It has been said that everyone is a product of their environment. Modern psychology agrees with this statement to a certain extent. People are born with a certain set of genetic tendencies and personality traits, but their social learning and environment decide how these innate traits manifest. This essay will support the thesis that environment and culture play a role in character development using Alice Walker’s “Everyday Use,” William Faulkner’s “A Rose for Emily,” and the film Bottle Rocket by Wes Anderson. To begin with, “Everyday Use” is set in the 1960s or early 1970s during a time when the social status of African Americans was changing rapidly. After nearly a century of being considered subordinate and “less than” whites, they were struggling to redefine themselves as people. Consequently, this redefinition occurred both among the African American people as a whole, and in individuals. The redefinition of African American culture depended on the ability of the individuals within it to redefine themselves, as they are part of the whole. Although the main transformation that was taking place was that they wanted to be viewed as a visible, unified group, but there were many different ideas on how to achieve this singular goal.
In this case, Mama represents the traditional African American roles. Her behavior patterns are shaped by the old place of African Americans in America. She is poor, uneducated, and did not have the opportunities afforded modern African Americans. Maggie is Mama’s daughter, burned in a house fire in her early years, she is self-confident and timid. Despite this, she is a good heart, undoubtedly due to living with Mama as an example. Next is Dee, who is the older daughter and fully embraces her African Heritage. She is educated and claims that Mama and Maggie do not truly see their place as African American women. This sets up conflict between Dee and Mama. While Mama represents the values of the old ideals about African American culture, Dee represents the changes in society that have taken place. Hence, Maggie is stuck between the two cultures as represented by Dee and Mama.
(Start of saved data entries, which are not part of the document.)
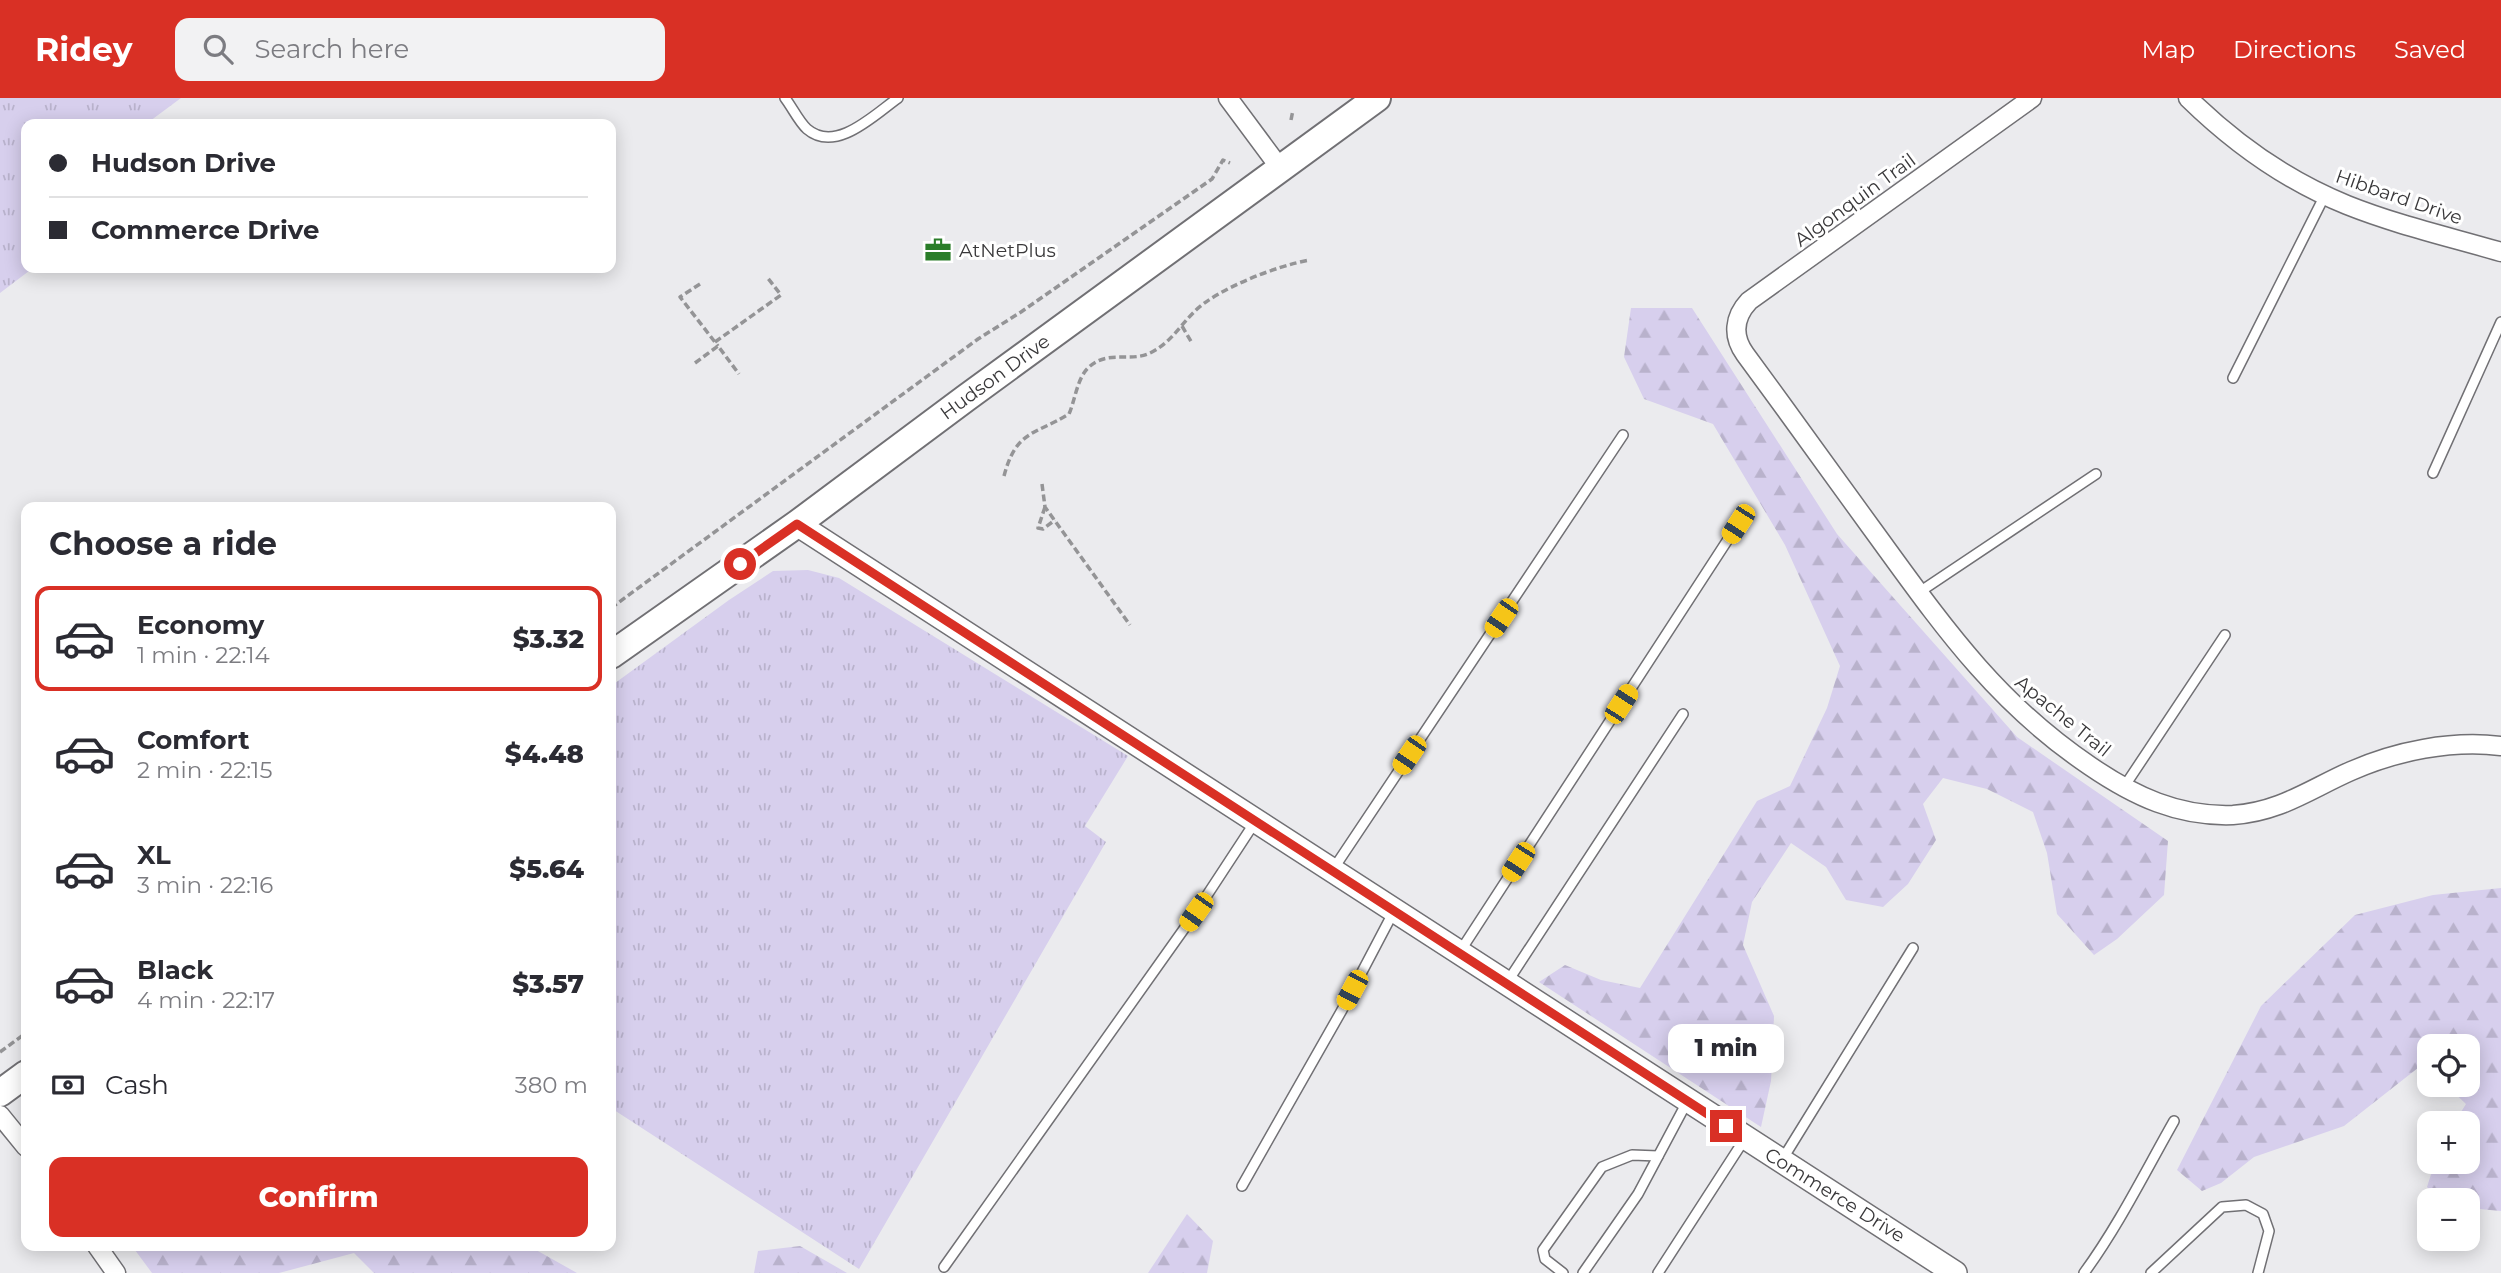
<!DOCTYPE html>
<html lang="en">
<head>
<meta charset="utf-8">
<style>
	:root { --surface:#fff; --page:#f2f2f3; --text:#2b2b33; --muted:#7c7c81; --line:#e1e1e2; --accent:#d93025 }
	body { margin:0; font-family:Montserrat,sans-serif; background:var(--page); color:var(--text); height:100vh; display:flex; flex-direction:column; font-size:26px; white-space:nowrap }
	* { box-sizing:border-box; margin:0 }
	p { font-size:23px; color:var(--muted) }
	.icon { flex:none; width:38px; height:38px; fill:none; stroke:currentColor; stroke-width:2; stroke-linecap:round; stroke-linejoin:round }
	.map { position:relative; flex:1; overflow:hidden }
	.panel { position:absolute; left:21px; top:404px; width:595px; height:749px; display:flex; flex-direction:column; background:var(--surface); border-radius:14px; box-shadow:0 4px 18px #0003 }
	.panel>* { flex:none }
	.top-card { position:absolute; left:21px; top:21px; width:595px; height:154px; border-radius:14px; box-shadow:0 4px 18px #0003; display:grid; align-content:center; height:154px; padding:0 28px; background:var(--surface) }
	.fabs { position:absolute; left:2417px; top:936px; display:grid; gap:14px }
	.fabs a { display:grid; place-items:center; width:63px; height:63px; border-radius:14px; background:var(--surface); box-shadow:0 4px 18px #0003; font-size:35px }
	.end { position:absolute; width:32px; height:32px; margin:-16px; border:9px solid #d93025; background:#fff; box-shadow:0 0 0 4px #fff }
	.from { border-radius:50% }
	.bubble { position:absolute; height:49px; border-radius:14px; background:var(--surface); box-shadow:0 4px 18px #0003; font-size:23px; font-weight:800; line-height:49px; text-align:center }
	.car { position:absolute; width:21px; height:42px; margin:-21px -10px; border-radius:9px; box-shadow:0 0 5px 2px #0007; background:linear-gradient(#f5c518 24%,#345 0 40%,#f5c518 0 76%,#345 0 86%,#f5c518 0) }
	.top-card b { display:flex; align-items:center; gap:24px; height:66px; font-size:26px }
	.top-card b+b { border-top:2px solid var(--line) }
	.top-card i { width:18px; height:18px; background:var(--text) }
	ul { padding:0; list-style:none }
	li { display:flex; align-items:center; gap:21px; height:105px; margin:0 14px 10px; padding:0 14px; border:4px solid transparent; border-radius:14px }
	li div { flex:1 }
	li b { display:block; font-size:26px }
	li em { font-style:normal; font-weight:800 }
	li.active { border-color:var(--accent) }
	li>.icon { width:63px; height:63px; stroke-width:1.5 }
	h2 { padding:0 28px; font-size:32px; line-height:84px }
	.pay { display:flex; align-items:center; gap:18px; height:77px; padding:0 28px; font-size:26px }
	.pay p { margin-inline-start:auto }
	.action { display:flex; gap:14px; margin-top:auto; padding:14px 28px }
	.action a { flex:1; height:80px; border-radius:14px; background:var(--accent); color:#fff; font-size:28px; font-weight:800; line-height:80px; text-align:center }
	header { display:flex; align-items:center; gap:42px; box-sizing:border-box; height:98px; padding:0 35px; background:var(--accent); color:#fff }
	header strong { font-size:33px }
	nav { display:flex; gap:38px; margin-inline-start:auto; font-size:24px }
	.search { width:490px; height:63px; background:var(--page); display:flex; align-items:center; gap:18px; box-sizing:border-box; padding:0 24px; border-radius:14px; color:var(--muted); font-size:26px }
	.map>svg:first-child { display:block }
	.grass { fill:url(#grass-tufts) }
	.forest { fill:url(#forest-firs) }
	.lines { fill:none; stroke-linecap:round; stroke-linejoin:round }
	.service-casing { stroke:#717074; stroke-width:12 }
	.minor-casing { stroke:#717074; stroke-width:21 }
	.tertiary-casing { stroke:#717074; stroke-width:26 }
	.secondary-casing { stroke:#717074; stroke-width:30 }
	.path { stroke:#949496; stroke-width:3.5; stroke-dasharray:7 3.5; stroke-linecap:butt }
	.service { stroke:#fff; stroke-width:9 }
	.minor { stroke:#fff; stroke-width:18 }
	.tertiary { stroke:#fff; stroke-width:23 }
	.secondary { stroke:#fff; stroke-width:26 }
	.route { stroke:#d93025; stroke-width:9 }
	.labels { text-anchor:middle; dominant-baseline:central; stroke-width:6; stroke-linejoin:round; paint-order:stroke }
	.street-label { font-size:19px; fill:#39383a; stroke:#fff }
	.poi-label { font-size:19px; fill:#39383a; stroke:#fff; text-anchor:start }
</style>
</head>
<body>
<header>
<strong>Ridey</strong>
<div class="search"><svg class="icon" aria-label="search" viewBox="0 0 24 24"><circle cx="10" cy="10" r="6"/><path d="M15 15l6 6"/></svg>Search here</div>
<nav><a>Map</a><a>Directions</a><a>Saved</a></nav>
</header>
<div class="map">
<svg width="2501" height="1175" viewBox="0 0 2501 1175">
	<defs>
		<pattern id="grass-tufts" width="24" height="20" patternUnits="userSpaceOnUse" patternTransform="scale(1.75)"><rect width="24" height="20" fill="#d7cfed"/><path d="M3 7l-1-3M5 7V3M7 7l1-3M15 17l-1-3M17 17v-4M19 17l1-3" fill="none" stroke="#b9b2cc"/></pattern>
		<pattern id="forest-firs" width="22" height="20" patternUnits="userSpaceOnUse" patternTransform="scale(1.75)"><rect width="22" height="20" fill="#d7cfed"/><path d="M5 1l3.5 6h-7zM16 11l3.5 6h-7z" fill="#b9b2cc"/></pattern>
	</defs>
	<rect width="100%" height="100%" fill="#ebebee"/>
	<g class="grass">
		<path d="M0 0H181L146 26H26V170H33L0 195Z"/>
		<path d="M808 472 839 480 1128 658 1085 728 1106 744 859 1171 611 1010V588L729 502 773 473Z"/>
	</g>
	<g class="forest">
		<path d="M1631 210H1692L1837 436 2017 639 2168 743 2164 797 2117 841 2094 857 2057 816 2047 755 2033 714 1987 691 1943 680 1923 706 1936 742 1908 786 1883 809 1846 802 1826 769 1791 745 1752 804 1743 847 1774 918 1771 983 1761 1029 1539 884 1565 867 1601 882 1640 890 1757 703 1790 688 1827 610 1840 568 1785 447 1713 326 1644 301 1624 259Z"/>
		<path d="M2501 790V1113L2468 1110V1102H2440L2427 1089 2435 1064H2468V1026L2454 1025 2466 1006 2446 987H2468V948H2429V971L2423 966 2344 1028 2254 1059 2221 1085 2202 1093 2177 1072 2261 908 2355 817 2433 797Z"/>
		<path d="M1187 1116 1213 1143 1207 1175H1148Z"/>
		<path d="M132 1148H529L577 1175H374L354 1155 279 1175H152Z"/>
		<path d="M800 1148 847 1175H754L758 1153Z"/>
	</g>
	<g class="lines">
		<g class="service-casing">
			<g id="service">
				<path d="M785 0C792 9 799 24 807 31 836 56 875 16 898 0"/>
				<path d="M2233 280 2325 97"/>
				<path d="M2433 375 2501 224"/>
				<path d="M1918 495 2096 376"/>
				<path d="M2124 689 2225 537"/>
				<path d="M1334 770 1623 337"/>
				<path d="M1461 852 1738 426"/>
				<path d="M1508 883 1683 616"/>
				<path d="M1782 1062 1913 850"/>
				<path d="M1242 1088 1342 912 1394 813"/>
				<path d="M944 1169 1196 814 1255 724"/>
				<path d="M1563 1175 1545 1161 1543 1152 1602 1069 1632 1057 1658 1058"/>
				<path d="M1583 1175 1638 1096 1687 1004"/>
				<path d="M1658 1175 1744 1042"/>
				<path d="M2084 1175C2119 1127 2145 1074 2174 1023"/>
				<path d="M2151 1175 2222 1109 2246 1107 2263 1116 2269 1133 2258 1175"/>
			</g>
		</g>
		<g class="minor-casing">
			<g id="minor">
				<path d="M1228 0 1280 70"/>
				<path d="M2032 0 1749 203C1734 219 1732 238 1745 256 1787 313 1828 370 1870 428 1938 521 1992 602 2090 668 2134 698 2178 719 2233 717 2280 714 2310 691 2351 673 2396 653 2451 642 2501 648"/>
				<path d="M2188 0C2234 45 2287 83 2347 107 2397 127 2450 139 2501 154"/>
				<path d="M0 1017 26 1049"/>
				<path d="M97 1148 116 1175"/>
			</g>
		</g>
		<g class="tertiary-casing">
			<path id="tertiary" d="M797 426 1955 1175"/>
		</g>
		<g class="secondary-casing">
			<g id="secondary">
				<path d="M611 557 797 426 966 300 1377 0"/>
				<path d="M0 995 26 976"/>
			</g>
		</g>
		<g class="path">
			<path d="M1291 22 1293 12"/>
			<path d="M700 186 680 199 718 248"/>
			<path d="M1182 228 1192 245"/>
			<path d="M715 244 781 197 767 179"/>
			<path d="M695 265 718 248 739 276"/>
			<path d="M1004 378C1016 332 1035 337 1069 316 1075 302 1077 282 1087 271 1107 250 1130 266 1152 254 1171 244 1179 229 1194 214 1216 191 1279 167 1310 162"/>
			<path d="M1042 386 1045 409 1130 527"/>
			<path d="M1045 409 1038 430 1043 431 1055 422"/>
			<path d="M611 510 978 241 1021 214 1212 81 1223 62 1230 65"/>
			<path d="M0 954 26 935"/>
		</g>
		<use href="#service" class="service"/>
		<use href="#minor" class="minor"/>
		<use href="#tertiary" class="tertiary"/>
		<use href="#secondary" class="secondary"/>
	</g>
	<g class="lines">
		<path class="route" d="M740 466 797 426 1726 1028"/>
	</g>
	<defs>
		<g id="office-bare" transform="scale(2.1)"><path d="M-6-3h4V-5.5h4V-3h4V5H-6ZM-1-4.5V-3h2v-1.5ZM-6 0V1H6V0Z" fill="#2a7d29" stroke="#fff" stroke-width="2.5" paint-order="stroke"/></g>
	</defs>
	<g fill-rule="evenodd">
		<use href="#office-bare" x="938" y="152"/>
	</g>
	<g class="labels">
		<g class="street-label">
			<text transform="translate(2399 99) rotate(19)">Hibbard Drive</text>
			<text transform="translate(1855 102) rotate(-36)">Algonquin Trail</text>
			<text transform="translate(995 279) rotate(-36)">Hudson Drive</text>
			<text transform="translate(2063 618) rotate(39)">Apache Trail</text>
			<text transform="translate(1835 1097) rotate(32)">Commerce Drive</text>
		</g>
		<g class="poi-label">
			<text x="959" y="152">AtNetPlus</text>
		</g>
	</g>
</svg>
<div class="fabs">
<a><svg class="icon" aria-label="locate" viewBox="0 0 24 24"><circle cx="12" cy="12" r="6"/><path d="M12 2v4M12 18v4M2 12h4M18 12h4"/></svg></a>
<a>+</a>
<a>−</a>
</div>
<i class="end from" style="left:740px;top:466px"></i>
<i class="end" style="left:1726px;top:1028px"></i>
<div class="bubble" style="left:1668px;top:926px;width:116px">1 min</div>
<i class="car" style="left:1738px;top:426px;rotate:213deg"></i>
<i class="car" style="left:1501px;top:520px;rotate:214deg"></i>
<i class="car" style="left:1621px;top:606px;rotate:33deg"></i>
<i class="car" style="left:1409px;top:657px;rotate:214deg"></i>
<i class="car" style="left:1518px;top:764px;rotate:213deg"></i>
<i class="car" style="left:1196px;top:814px;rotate:215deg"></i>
<i class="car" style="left:1352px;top:892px;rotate:208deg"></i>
<div class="top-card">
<b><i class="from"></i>Hudson Drive</b>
<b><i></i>Commerce Drive</b>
</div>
<section class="panel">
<h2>Choose a ride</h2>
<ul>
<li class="active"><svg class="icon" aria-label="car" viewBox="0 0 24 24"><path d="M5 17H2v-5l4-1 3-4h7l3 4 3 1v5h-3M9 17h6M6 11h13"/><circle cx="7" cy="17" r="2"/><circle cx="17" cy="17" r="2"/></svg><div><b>Economy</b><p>1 min · 22:14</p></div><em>$3.32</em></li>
<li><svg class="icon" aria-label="car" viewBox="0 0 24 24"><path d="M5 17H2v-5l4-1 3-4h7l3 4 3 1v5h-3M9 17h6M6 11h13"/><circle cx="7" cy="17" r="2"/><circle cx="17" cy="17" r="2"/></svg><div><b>Comfort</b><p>2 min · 22:15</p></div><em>$4.48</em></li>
<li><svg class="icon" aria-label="car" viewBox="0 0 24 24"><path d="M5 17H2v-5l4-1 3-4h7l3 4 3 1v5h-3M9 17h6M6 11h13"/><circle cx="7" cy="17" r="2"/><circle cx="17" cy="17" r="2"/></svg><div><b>XL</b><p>3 min · 22:16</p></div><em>$5.64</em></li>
<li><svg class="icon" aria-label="car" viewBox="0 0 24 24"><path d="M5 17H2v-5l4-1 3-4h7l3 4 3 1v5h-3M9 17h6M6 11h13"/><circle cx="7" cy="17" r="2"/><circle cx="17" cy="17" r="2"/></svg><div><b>Black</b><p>4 min · 22:17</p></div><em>$3.57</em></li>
</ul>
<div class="pay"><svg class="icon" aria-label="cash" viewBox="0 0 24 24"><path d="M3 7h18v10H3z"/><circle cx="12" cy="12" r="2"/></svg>Cash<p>380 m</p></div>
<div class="action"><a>Confirm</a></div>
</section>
</div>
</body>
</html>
Secondly, “A Rose for Emily” is about a time of environmental change in a small town. Emily is the representation of material culture and the grandeur of days gone by. As Emily’s world falls apart, she feels the need to hold onto the wealth and security of a time that is now passed. Emily’s sense of self is based on her identification with the old Southern code and lifestyle of the south. As Emily sees this lifestyle slipping away, she uses her mansion and the trapping of the old lifestyle as a shield against the changes that are taking place on the outside. For instance, she refuses to allow house numbers to be attached to her house by the new postal service. Another example is when she refused to hand over the body of her deceased for three days. Emily’s descent into sociopathic behavior is a result of not wanting to recognize or accept societal changes that are taking place around her. Her reclusiveness is an attempt to control her environment so that she can hold onto the past.
Finally, Bottle Rocket is a crime comedy about an elaborate plan to pull off a simple robbery. It is set in modern times, sometime around the 1980s. Bottle Rocket is about a pair of guys who want to be famous for committing a robbery. The main character, Anthony, has just been released from a mental hospital for a nervous breakdown. Digman is his friend and partner in crime. While both of the characters appear to be insane, Digman is far more so than Anthony. Digman comes up with a plan to make them famous. The entire plot revolves around a scheme to become famous social deviants. Without getting into argument about nature versus nurture in the field of psychiatric illness, it is apparent that neither of the characters had a social environment that precluded them to “average” culturally accepted behaviors. Although, it is possible that Anthony was at one time somewhat sane and normal, something happened in his environment that caused him to experience a psychotic break, as suggested by the fact that he had a nervous breakdown. While in the environment of the mental hospital, he was not likely exposed to sane behaviors. In order to fit into the environment, he more than likely took on the behaviors of those around him. Digman appears to have always been a little on the crazy side. It is likely that both of them were born with tendencies that precluded them to act in ways that were outside of the cultural norms of their society.
Clearly, these three characters support the thesis that environment and culture play a role in the development of the personality of the characters in these three literary examples. In this way, the characters in the novels reflect real life personalities and how everyone is a reflection of their cultural upbringing and the events of their life thus far. Change is constant, and how humans react and adapt to these changes is what makes up their personality. The characters examined in the three examples are representative of how the characters have adapted to the changes.
In conclusion, one must consider that the character and the reader have different perspectives on the events of the story. In the case where the story is a different place and time from the reader, the character and reader will have been affected by different environments and social norms. The character’s reaction to his or her circumstances is culturally relevant to the norms of their society. The reader is not an “insider” to the world of the character. They view the circumstances from a modern view. The task of the writer is to bring these two worlds together. The actions of the characters might seem shocking to the reader, as they represent a different social environment. These three examples demonstrate the power of the environment in the shaping of literary characters.